Старики разошлись и принялись ругаться и угрожать пленным. Бабы в черных платках проклинали их с причитаниями.

— Сколько их, служивый? — спросил Тола конвойного.

— Будет еще, дяденька, еще будет! — ответил тот, останавливаясь, чтобы принять пачку табаку, которой угощал его штатский господин, сразу видать, барин и симулянт. В городах полно таких топтунов, о господи! Все-то, Сербия, твои честные дети погибнут, а мир воцарится — такие вот жулики одни и будут землю топтать.

— Слушай, сынок, — крикнул Тола конвойному, — вы по-людски с ними обращайтесь. Пусть знают швабы, что у нас, сербов, душа поглубже колодца. Что мы незлопамятные, так им скажите.

— Ступай, дяденька, сам на Мален да поймай шваба. И веди к себе домой в помощники. А если есть у тебя сноха, посади ее ему на коленки!

— Болтун! Я тебя как человека учу, а ты, погань эдакая… Сам-то небось ни одного не взял!

— Ты бы, старичок, заткнул свой роток! Смотри, осерчаю я, не становись поперек дороги!

Конвой заторопился, покрикивая на пленных, чтоб не тащились они по сербскому городу, как паршивые овцы. А Тола говорил стоявшим рядок людям:

— Знали б швабы, какие поганцы да дурни есть среди сербов, никто живым бы не передался нам в руки. Все счастье в том и состоит, что швабы нас лучше считают, чем мы есть.

Женщина в саду, к изгороди которого он прислонился, бросила пленным засохшую хризантему. Ряды пленных смещались, все обходили упавший на дорогу опаленный морозом, темный цветок.

— Что с тобой, Иованка? — осведомился тот бездельник, что дал солдату пачку табаку.

— Как это что со мной? Пусть уж по-доброму жалуют к нам. Коли нам повезло, что они эдак вступают в Милановац, надо бы их жареными поросятами, пирогами и горячей ракией встречать.

— Верно говоришь, дочка, — вмешался Тола. — Все бы они нам передались, неплохой они народ-то, не будь у них офицеров, господское их семя! Стреляют солдату в затылок, чуть шаг замедлит или в сторону глянет. Эй, люди, знает ли кто из вас по-сербски?

Он достал из котомки бутылку ракии, протянул пленным. Те отупевшим, голодным взглядом с ужасом смотрели на него, никто не осмеливался взять бутылку. И проходили мимо, медленно, уныло, спотыкаясь, некоторые в одних носках. Народ, толпившийся вдоль дороги, стих, даже ребятишки и легкораненые солдаты, прежде громче других выражавшие свою неприязнь.
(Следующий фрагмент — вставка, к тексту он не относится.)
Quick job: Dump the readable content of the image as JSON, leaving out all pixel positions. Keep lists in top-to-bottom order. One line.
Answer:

— Берите, люди, ракию, — продолжал угощать Тола, — Обогрейтесь чуточку. Никому война не родна сестра.

Один солдат вышел из колонны:

— Бог тебе воздаст, дядя!

— Ты знаешь по-сербски? Я ж говорю вам, люди, что хватает среди них и нашего племени.

— Как не быть, дядя!

— А найдутся, племянничек, еще разумные люди среди вас, помимо тех, что мы сейчас видим?
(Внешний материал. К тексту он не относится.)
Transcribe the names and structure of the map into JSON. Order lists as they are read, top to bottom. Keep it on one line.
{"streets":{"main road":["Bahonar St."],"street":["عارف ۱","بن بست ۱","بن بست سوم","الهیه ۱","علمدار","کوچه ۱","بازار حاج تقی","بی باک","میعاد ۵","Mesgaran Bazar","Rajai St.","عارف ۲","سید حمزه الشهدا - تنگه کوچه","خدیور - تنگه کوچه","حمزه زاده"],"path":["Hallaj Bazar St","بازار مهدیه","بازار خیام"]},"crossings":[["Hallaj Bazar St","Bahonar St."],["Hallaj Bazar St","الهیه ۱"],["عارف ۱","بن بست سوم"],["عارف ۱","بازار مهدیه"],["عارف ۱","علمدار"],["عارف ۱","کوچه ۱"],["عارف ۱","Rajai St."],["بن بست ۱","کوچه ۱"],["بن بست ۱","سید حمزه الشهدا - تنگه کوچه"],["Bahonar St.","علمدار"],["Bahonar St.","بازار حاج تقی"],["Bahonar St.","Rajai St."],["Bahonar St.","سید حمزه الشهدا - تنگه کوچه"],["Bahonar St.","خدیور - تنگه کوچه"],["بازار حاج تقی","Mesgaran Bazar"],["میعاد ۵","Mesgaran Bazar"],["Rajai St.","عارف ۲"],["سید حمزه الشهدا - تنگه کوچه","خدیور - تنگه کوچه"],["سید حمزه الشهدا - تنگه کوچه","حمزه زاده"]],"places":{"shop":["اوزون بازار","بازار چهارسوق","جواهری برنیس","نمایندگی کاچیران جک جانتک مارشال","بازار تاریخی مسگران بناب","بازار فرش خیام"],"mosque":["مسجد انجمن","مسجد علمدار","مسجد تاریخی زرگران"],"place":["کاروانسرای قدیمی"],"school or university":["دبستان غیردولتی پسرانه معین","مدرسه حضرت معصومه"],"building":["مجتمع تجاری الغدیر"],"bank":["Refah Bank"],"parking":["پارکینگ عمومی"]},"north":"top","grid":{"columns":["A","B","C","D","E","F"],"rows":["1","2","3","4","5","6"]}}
— Эх, кабы смели! Есть среди нас мужики поумнее иных генералов да графов, дядя. Только стоят за спиной с пистолетами ротные да фельдфебели.
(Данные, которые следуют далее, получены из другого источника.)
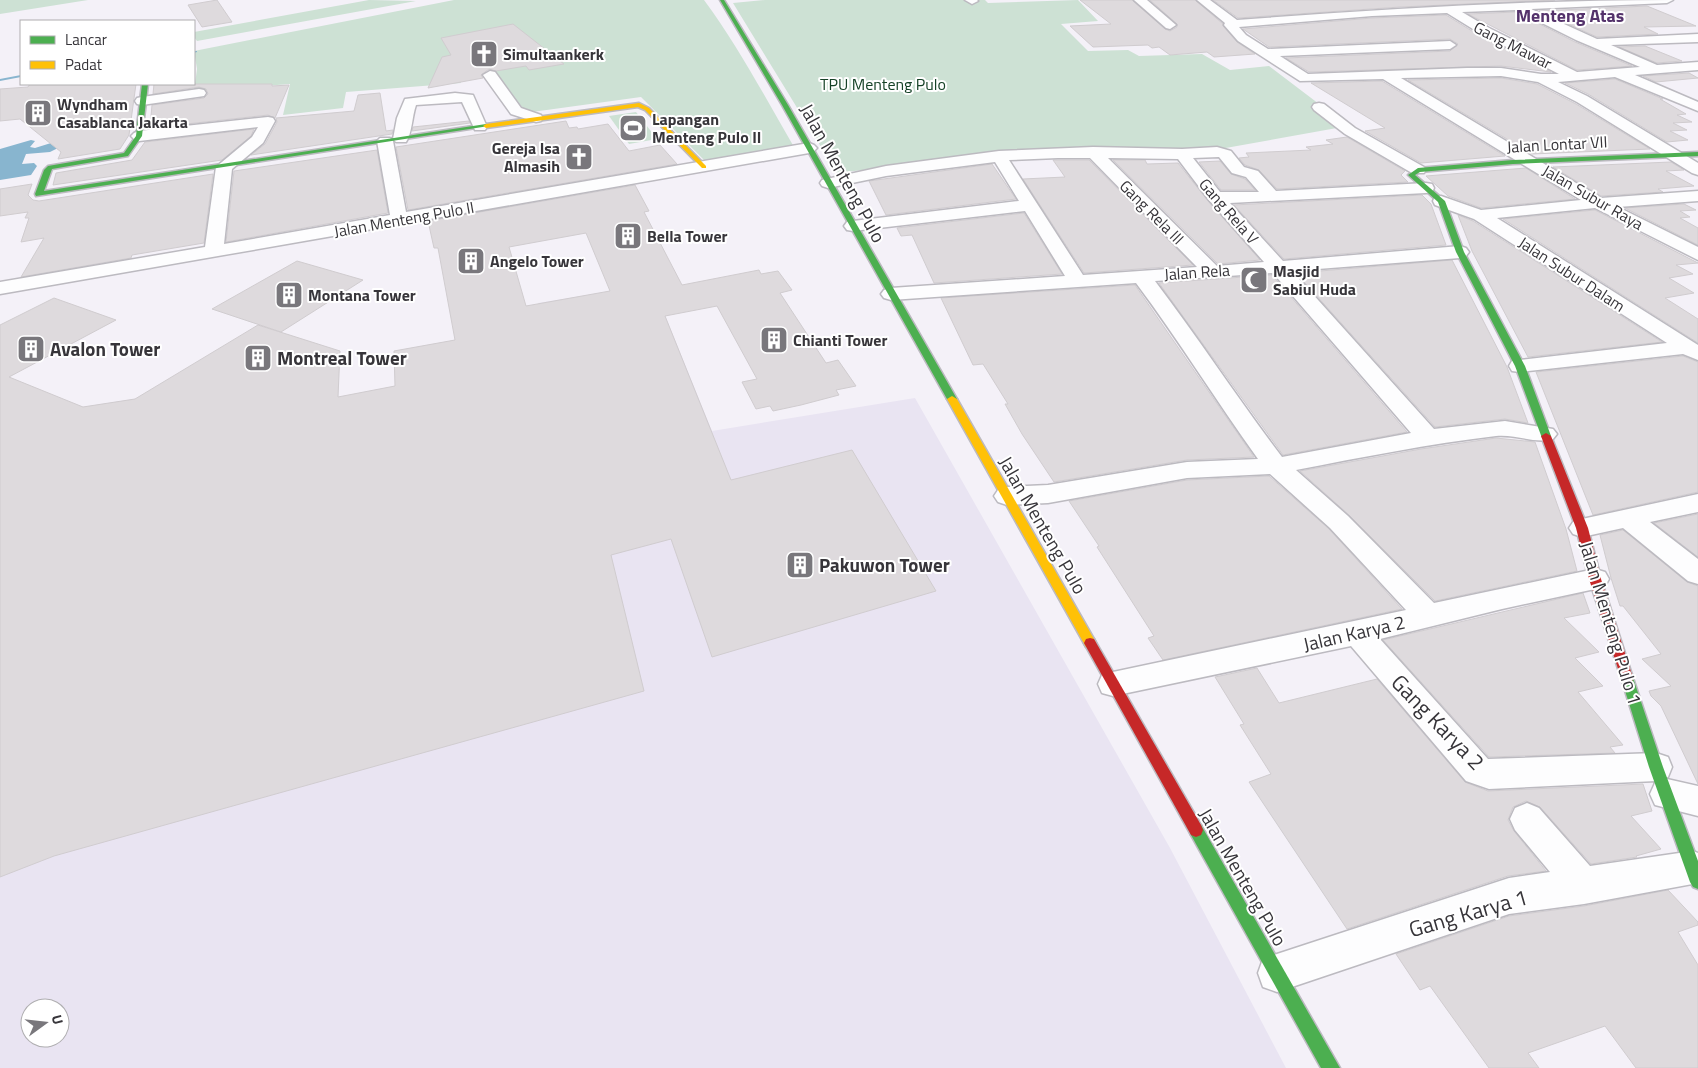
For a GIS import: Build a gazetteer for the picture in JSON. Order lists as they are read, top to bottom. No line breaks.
{"streets":{"street":["Gang Mawar","Jalan Lontar VII","Jalan Menteng Pulo","Jalan Subur Raya","Gang Rela V","Gang Rela III","Jalan Menteng Pulo II","Jalan Rela","Jalan Subur Dalam","Jalan Menteng Pulo 1","Jalan Karya 2","Gang Karya 2","Gang Karya 1"]},"crossings":[["Jalan Lontar VII","Jalan Subur Raya"],["Jalan Menteng Pulo","Jalan Menteng Pulo II"],["Jalan Menteng Pulo","Jalan Rela"],["Jalan Menteng Pulo","Jalan Karya 2"],["Jalan Menteng Pulo","Gang Karya 1"],["Gang Rela V","Jalan Rela"],["Gang Rela III","Jalan Rela"],["Jalan Rela","Jalan Menteng Pulo 1"],["Jalan Menteng Pulo 1","Jalan Karya 2"],["Jalan Menteng Pulo 1","Gang Karya 2"],["Jalan Menteng Pulo 1","Gang Karya 1"],["Jalan Karya 2","Gang Karya 2"]],"districts":["Menteng Atas"],"parks":["TPU Menteng Pulo"],"places":{"church":["Simultaankerk","Gereja Isa Almasih"],"building":["Wyndham Casablanca Jakarta","Bella Tower","Angelo Tower","Montana Tower","Chianti Tower","Avalon Tower","Montreal Tower","Pakuwon Tower"],"sports":["Lapangan Menteng Pulo II"],"mosque":["Masjid Sabiul Huda"]},"legend":["Lancar","Padat"],"north":"right"}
— Что я вам говорил! — воскликнул Тола, обращаясь к стоявшим вокруг людям, и пошел рядом с солдатом, говорившим по-сербски. — А скажи мне, солдатик, если ты знаешь, вот что: зачем этому вашему императору Францу, кроме Вены и такого его государства, понадобилась наша разнесчастная Сербийка, нищая да многострадальная?